Extract each line holding the word "column" from the entries.

---------- Given records ----------

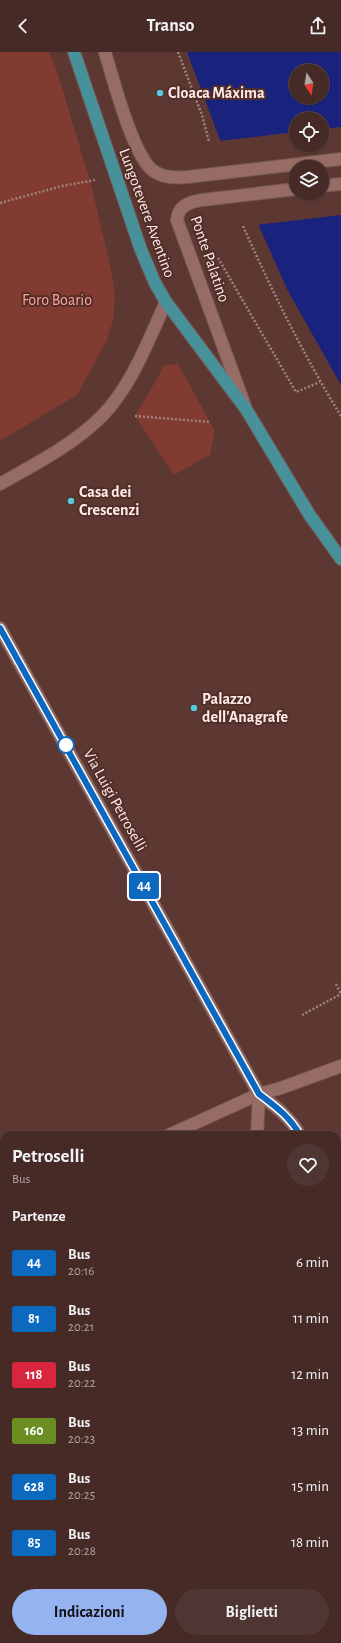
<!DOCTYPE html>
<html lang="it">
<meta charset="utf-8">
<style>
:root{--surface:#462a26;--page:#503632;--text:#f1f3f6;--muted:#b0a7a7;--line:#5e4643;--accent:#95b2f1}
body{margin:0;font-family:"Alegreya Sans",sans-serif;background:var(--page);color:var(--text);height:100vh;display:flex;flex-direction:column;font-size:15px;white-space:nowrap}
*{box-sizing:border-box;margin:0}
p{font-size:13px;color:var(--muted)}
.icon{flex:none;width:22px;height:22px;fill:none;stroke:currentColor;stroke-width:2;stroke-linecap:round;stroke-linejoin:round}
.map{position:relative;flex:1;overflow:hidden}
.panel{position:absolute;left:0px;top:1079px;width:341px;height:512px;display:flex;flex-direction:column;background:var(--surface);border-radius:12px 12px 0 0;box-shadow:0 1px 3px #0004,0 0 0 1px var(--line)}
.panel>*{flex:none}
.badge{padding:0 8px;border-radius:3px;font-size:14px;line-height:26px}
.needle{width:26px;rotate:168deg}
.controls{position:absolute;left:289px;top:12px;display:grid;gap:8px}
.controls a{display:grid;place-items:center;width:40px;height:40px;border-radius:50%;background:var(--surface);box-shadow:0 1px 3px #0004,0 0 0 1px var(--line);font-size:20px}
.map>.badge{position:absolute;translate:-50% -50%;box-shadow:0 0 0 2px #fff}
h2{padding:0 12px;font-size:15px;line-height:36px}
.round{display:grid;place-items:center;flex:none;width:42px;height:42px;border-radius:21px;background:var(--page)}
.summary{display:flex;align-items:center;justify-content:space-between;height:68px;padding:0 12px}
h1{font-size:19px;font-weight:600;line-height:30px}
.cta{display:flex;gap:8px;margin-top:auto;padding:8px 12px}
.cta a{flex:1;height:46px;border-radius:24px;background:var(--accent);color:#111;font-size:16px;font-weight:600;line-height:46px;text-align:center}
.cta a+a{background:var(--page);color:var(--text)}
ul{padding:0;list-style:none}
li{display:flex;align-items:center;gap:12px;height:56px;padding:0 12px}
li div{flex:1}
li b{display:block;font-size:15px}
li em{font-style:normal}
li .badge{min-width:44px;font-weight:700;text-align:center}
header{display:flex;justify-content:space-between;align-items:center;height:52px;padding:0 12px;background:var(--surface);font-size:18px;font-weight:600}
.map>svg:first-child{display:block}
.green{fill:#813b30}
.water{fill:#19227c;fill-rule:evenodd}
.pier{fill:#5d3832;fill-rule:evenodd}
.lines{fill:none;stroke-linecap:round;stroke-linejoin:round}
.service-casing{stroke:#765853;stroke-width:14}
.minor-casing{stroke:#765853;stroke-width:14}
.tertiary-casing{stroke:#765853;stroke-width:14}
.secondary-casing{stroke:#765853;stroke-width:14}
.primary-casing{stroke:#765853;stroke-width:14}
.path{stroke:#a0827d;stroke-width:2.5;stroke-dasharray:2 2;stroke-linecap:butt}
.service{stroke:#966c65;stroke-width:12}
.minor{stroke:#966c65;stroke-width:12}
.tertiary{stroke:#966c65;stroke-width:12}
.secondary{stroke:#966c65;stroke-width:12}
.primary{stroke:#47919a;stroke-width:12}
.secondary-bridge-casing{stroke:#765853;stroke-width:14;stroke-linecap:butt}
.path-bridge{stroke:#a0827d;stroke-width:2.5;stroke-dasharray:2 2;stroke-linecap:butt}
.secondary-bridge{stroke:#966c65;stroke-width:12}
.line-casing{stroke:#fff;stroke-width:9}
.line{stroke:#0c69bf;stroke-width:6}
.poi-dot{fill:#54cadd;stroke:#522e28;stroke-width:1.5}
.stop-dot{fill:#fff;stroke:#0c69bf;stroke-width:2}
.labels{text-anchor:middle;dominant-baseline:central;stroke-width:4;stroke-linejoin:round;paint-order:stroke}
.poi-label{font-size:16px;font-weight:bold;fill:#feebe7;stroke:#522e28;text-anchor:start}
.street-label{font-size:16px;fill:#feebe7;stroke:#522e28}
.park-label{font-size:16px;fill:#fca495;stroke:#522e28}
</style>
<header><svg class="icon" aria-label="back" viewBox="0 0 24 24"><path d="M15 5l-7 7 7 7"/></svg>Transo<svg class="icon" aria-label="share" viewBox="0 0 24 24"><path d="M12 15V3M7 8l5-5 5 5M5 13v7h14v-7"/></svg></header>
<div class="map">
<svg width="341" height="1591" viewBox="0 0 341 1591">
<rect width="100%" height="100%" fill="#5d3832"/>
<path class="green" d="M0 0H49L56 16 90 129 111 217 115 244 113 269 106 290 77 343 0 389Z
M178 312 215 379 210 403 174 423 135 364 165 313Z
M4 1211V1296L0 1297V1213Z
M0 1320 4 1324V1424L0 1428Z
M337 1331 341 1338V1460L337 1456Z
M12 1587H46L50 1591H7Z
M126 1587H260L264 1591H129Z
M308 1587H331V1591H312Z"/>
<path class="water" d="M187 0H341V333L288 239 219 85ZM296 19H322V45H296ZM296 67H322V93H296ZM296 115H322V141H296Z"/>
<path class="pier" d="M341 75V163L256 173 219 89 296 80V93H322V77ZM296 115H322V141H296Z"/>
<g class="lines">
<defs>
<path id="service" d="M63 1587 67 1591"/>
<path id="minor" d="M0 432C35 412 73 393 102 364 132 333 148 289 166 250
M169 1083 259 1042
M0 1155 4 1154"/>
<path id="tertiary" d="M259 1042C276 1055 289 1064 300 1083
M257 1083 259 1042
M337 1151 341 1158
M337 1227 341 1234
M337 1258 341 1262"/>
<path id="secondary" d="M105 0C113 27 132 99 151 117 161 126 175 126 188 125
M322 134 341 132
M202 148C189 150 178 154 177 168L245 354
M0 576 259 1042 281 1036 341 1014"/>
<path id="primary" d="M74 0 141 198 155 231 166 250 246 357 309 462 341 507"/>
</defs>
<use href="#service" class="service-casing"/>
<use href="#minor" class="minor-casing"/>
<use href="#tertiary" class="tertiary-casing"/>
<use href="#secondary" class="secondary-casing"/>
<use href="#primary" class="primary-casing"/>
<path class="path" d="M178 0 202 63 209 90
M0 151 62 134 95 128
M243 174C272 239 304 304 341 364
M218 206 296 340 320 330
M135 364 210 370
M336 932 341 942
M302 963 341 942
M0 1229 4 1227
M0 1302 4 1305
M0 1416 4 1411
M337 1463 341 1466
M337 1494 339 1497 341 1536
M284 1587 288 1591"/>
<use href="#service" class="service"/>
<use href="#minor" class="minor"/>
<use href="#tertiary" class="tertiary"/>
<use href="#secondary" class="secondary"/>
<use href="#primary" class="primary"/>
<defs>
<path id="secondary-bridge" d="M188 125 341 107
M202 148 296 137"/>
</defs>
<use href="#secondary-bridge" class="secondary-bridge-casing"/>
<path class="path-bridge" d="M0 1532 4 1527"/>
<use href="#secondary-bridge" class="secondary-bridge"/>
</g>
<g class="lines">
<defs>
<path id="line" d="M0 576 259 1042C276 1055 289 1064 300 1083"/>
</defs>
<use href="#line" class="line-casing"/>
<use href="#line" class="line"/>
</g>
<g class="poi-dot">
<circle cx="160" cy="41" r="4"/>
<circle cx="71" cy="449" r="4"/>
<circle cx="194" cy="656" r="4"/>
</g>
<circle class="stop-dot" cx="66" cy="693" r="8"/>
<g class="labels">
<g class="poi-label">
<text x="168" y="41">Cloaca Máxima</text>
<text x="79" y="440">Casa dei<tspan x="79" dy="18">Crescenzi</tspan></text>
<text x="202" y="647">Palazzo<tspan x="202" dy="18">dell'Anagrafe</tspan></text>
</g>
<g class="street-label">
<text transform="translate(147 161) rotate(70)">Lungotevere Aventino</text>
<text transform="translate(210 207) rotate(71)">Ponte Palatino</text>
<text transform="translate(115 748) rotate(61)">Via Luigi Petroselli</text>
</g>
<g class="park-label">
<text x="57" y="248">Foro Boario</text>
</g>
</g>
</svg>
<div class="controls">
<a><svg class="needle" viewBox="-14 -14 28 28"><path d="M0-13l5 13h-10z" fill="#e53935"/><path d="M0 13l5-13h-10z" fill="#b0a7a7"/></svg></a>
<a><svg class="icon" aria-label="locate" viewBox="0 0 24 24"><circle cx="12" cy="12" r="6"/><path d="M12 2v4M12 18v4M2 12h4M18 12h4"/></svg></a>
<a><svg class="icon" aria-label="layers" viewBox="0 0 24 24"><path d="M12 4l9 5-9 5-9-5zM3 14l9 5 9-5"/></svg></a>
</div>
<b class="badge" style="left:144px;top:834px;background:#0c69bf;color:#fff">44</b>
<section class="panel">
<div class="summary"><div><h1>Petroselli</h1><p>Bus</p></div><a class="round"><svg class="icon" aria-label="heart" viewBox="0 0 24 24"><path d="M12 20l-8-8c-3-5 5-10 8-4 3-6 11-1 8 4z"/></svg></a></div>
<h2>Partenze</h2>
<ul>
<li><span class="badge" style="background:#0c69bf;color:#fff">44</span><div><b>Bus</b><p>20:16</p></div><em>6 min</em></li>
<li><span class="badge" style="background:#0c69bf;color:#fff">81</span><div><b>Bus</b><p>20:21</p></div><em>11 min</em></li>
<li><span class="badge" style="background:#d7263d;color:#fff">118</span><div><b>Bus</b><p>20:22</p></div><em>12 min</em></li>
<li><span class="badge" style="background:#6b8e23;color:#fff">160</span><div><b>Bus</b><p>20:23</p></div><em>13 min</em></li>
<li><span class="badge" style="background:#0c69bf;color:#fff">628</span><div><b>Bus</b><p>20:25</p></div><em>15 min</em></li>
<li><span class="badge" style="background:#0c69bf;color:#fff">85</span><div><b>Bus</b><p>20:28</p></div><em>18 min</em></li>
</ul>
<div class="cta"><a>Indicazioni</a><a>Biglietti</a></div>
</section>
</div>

----------

▶ **Result of the task**:
body{margin:0;font-family:"Alegreya Sans",sans-serif;background:var(--page);color:var(--text);height:100vh;display:flex;flex-direction:column;font-size:15px;white-space:nowrap}
.panel{position:absolute;left:0px;top:1079px;width:341px;height:512px;display:flex;flex-direction:column;background:var(--surface);border-radius:12px 12px 0 0;box-shadow:0 1px 3px #0004,0 0 0 1px var(--line)}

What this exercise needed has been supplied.